An EVENT is a subset of the sample space (like the event that the dice
sum to 3), and the points are called ELEMENTARY EVENTS. In a discrete
probability distribution (as opposed to continuous ones), these
elementary events have probabilities and the probability of an event
is the sum of the probabilities of the elementary events inside it.
For example, Pr(dice sum to 3) = 2/36. The event "the first die is a
1" is formally the set of elementary events in which the first die is
a 1, and has prob 1/6. The event "the dice sum to 7" also has prob 1/6.
Pr(A|B) = Pr(A and B)/Pr(B). [renormalizing as if B is entire sample space].
- E.g., Pr(first die is 1 | dice sum to 3) = 1/2
Pr(A|B) = Pr(B|A)Pr(A)/Pr(B). Bayes rule.
Two events A,B are INDEPENDENT if Pr(A and B) = Pr(A)*Pr(B).
Equivalently Pr(A|B) = Pr(A). Or Pr(B|A) = Pr(B). (ignoring zeroes)
* A RANDOM VARIABLE is a function from elementary events to integers or reals.

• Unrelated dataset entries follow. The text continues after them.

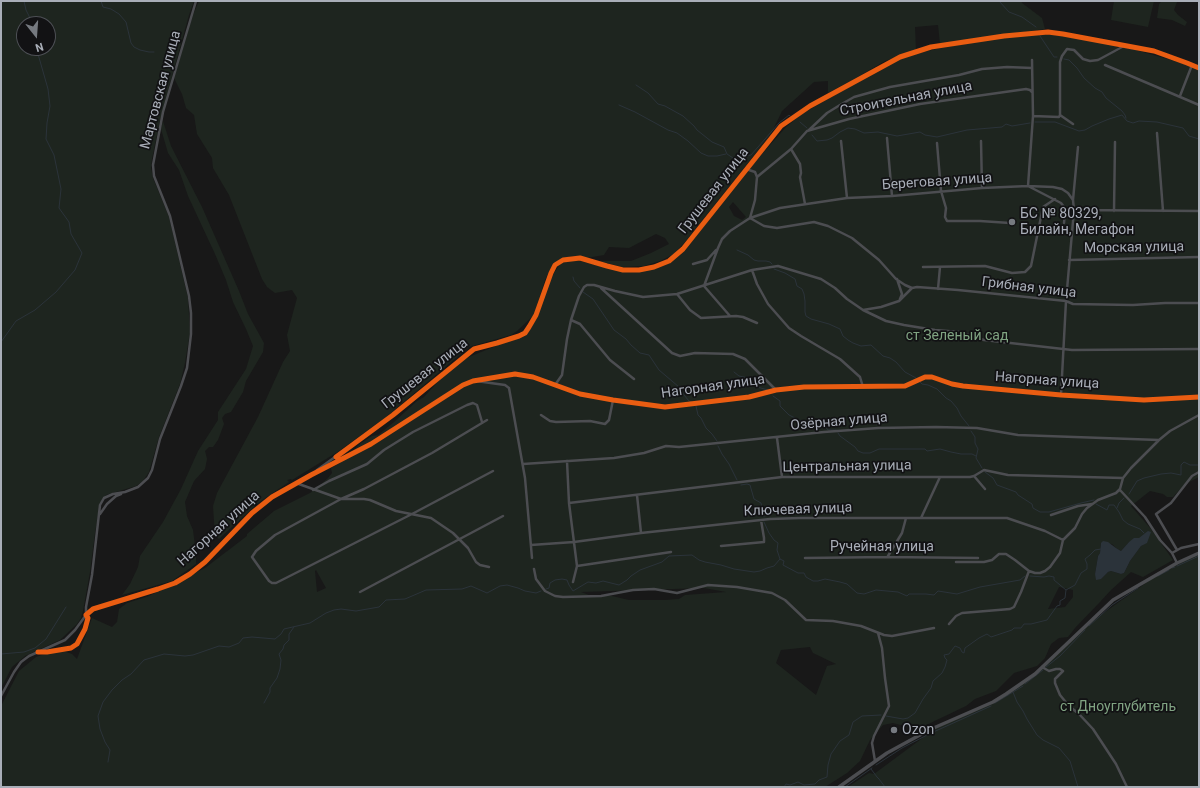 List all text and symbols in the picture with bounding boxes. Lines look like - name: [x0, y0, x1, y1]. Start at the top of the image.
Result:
- north arrow: [16, 16, 56, 56]
- street label: Мартовская улица: [137, 29, 185, 151]
- text: N: [34, 40, 45, 54]
- street label: Строительная улица: [838, 78, 974, 120]
- street label: Грушевая улица: [675, 145, 753, 237]
- street label: Береговая улица: [881, 170, 993, 194]
- place label: БС № 80329, Билайн, Мегафон: [1020, 206, 1134, 238]
- marker: БС № 80329, Билайн, Мегафон: [1007, 217, 1017, 227]
- street label: Морская улица: [1084, 239, 1184, 257]
- street label: Грибная улица: [981, 274, 1077, 302]
- park label: ст Зеленый сад: [906, 328, 1008, 344]
- street label: Грушевая улица: [379, 335, 471, 413]
- street label: Нагорная улица: [994, 369, 1100, 393]
- street label: Нагорная улица: [660, 371, 766, 403]
- street label: Озёрная улица: [790, 409, 888, 435]
- street label: Центральная улица: [782, 457, 912, 477]
- street label: Нагорная улица: [175, 488, 263, 570]
- street label: Ключевая улица: [743, 500, 853, 520]
- street label: Ручейная улица: [830, 539, 934, 555]
- park label: ст Дноуглубитель: [1060, 699, 1176, 715]
- place label: Ozon: [902, 722, 934, 738]
- marker: Ozon: [889, 725, 899, 735] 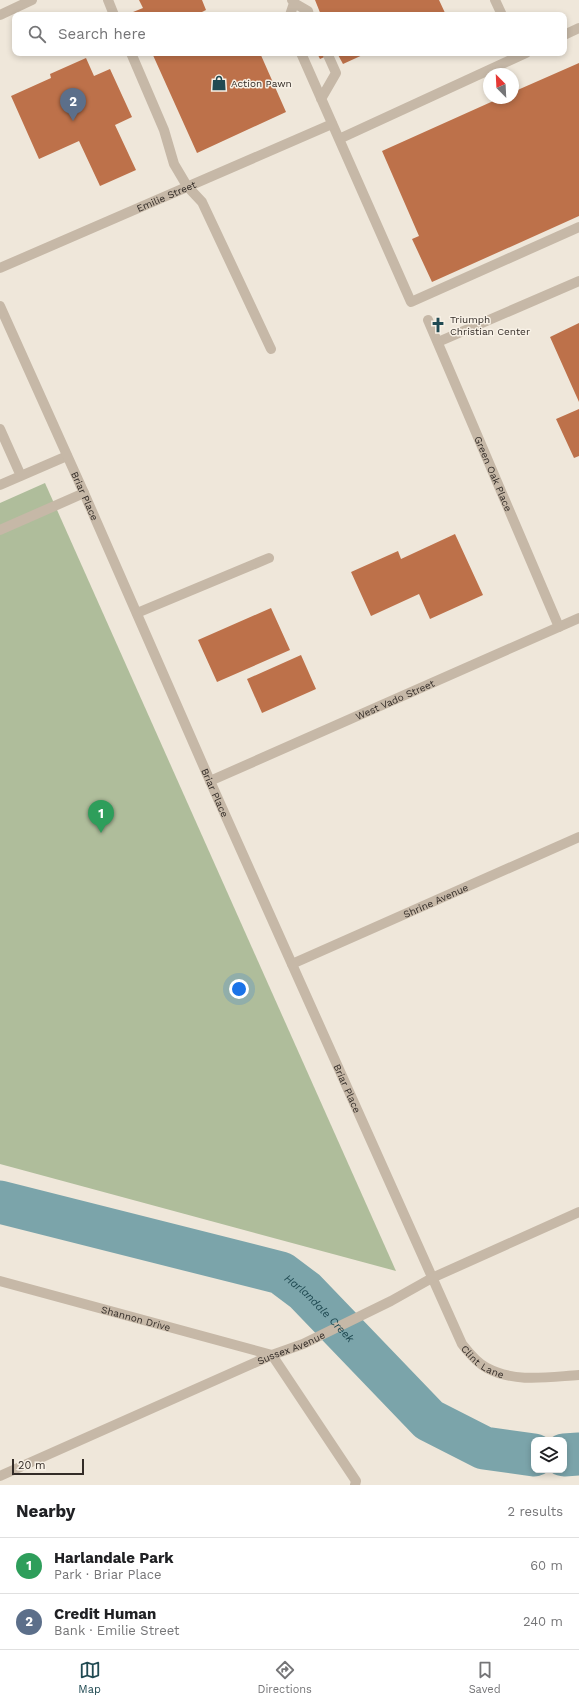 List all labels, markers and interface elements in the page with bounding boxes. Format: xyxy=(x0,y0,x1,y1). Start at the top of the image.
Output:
search box xyxy=(12,12,567,56)
icon: search xyxy=(26,23,48,45)
text: Search here xyxy=(58,25,146,43)
north arrow xyxy=(483,68,519,104)
shop icon: Action Pawn xyxy=(210,74,228,92)
place label: Action Pawn xyxy=(231,78,292,89)
pin: 2 xyxy=(60,88,86,121)
street label: Emilie Street xyxy=(135,178,198,214)
place label: Triumph Christian Center xyxy=(450,314,530,337)
church icon: Triumph Christian Center xyxy=(429,316,447,334)
street label: Green Oak Place xyxy=(473,434,515,513)
street label: Briar Place xyxy=(69,470,101,522)
street label: West Vado Street xyxy=(354,677,437,722)
street label: Briar Place xyxy=(200,766,231,819)
pin: 1 xyxy=(88,800,114,833)
street label: Shrine Avenue xyxy=(401,881,470,920)
your location xyxy=(229,979,249,999)
street label: Briar Place xyxy=(332,1062,363,1115)
water label: Harlandale Creek xyxy=(282,1271,358,1345)
street label: Shannon Drive xyxy=(100,1303,172,1333)
street label: Sussex Avenue xyxy=(255,1329,327,1366)
street label: Clint Lane xyxy=(459,1343,505,1380)
map controls xyxy=(531,1437,567,1473)
button: layers xyxy=(531,1437,567,1473)
scale bar xyxy=(12,1457,84,1476)
text: 20 m xyxy=(18,1459,46,1472)
text: Nearby xyxy=(16,1501,75,1521)
text: 2 results xyxy=(508,1504,563,1519)
text: Harlandale Park xyxy=(54,1549,174,1567)
text: 1 xyxy=(26,1558,32,1573)
text: 60 m xyxy=(530,1558,563,1573)
text: Park · Briar Place xyxy=(54,1567,162,1582)
text: Credit Human xyxy=(54,1605,156,1623)
text: 2 xyxy=(25,1614,33,1629)
text: 240 m xyxy=(523,1614,563,1629)
text: Bank · Emilie Street xyxy=(54,1623,179,1638)
tab: Map xyxy=(78,1659,101,1696)
tab: Directions xyxy=(258,1659,312,1696)
tab: Saved xyxy=(469,1659,501,1696) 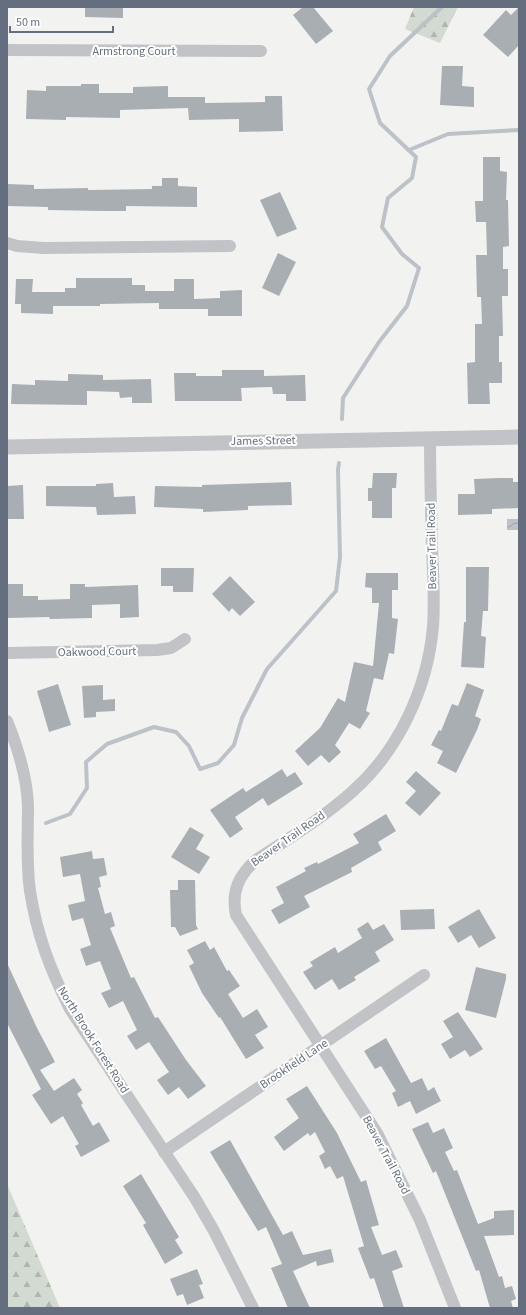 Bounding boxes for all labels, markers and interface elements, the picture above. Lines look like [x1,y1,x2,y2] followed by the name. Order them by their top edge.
[10,8,113,34] scale bar
[16,14,40,31] text: 50 m
[92,43,176,60] street label: Armstrong Court
[230,432,296,450] street label: James Street
[423,502,441,590] street label: Beaver Trail Road
[57,643,137,661] street label: Oakwood Court
[248,807,328,871] street label: Beaver Trail Road
[53,983,133,1097] street label: North Brook Forest Road
[257,1035,332,1093] street label: Brookfield Lane
[358,1113,414,1197] street label: Beaver Trail Road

E.g., another way to talk about these dice is let X_1 = result of
first die, X_2 = result of second die, and X = X_1 + X_2. Then might
ask: what is Pr(X = 3)?
Two RVs X,Y are independent if events X=x, Y=y are indep for all x,y.
EXPECTATION
-----------
For discrete RVs, in terms of elementary events e, can write as:
E[X] = SUM_e Pr(e) * X(e)
or, often think of as: (Grouping by value of X(e))
E[X] = SUM_a (Pr(X=a) * a )
E.g., E[sum of two dice] = 1/36 * 2 + 2/36 * 3 + 3/36 * 4 + ...
Def: E[X|A]. E.g., E[1st die | sum = 3]
E[X|A] = avg_{e in A} X(e) = [1/pr(A)]*SUM_{e in A} Pr(e)X(e).
For any partition of space into disjoint events A_1, A_2, ...,
E[X] = SUM_i (Pr(A_i) * E[X | A_i])
In other words, to get the average of X overall can compute the
average in each A_i, and then weight by their probabilities. In this
class, a typical random variable we will be interested in is the
running time of our randomized algorithm. When the algorithm makes a
k-way decision, we can then say that the expected time is the sum over
decisions of the prob of that decision times the expected time given
that decision. E.g., like in the algs from last time.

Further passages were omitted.